Data entries
· · · · ·
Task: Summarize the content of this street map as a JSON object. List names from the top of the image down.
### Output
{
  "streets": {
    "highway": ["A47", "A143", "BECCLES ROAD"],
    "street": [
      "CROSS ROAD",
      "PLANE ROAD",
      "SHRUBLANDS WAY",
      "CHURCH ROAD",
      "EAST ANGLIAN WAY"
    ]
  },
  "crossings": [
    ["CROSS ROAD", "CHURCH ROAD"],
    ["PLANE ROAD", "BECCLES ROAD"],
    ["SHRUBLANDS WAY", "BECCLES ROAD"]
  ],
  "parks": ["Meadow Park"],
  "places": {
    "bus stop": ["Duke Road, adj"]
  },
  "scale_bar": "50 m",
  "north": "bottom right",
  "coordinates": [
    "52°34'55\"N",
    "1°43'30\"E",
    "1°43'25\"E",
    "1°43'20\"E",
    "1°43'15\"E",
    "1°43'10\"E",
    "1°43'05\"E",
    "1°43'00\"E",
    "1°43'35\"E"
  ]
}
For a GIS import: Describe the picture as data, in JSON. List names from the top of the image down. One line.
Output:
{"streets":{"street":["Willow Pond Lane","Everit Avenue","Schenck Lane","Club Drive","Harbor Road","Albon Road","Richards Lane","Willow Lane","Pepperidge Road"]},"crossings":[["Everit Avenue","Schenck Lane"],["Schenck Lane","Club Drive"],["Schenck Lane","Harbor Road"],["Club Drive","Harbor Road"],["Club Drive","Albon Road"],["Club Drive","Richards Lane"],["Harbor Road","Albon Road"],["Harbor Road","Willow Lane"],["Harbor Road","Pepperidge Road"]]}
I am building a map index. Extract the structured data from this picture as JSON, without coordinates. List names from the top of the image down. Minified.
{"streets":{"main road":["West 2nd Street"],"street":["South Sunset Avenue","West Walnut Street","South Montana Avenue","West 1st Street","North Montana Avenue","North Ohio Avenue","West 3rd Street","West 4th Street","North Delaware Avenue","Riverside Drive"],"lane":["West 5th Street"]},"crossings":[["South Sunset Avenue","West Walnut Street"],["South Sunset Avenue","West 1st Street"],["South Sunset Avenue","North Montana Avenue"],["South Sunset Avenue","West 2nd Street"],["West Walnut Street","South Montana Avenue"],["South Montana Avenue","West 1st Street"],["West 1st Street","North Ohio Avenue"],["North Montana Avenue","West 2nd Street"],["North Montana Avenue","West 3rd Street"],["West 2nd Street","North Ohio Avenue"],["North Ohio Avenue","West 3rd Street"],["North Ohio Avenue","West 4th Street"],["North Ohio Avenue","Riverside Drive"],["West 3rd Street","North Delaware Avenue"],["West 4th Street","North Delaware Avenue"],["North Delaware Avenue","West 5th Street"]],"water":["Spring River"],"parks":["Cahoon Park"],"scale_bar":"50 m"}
· · · · ·
- WHAT NEEDS TO BE DONE: Lines that contain "SHRUBLANDS" are the result; find them in the entries above and copy each one.

- SOLUTION BELOW:
      "SHRUBLANDS WAY",
    ["SHRUBLANDS WAY", "BECCLES ROAD"]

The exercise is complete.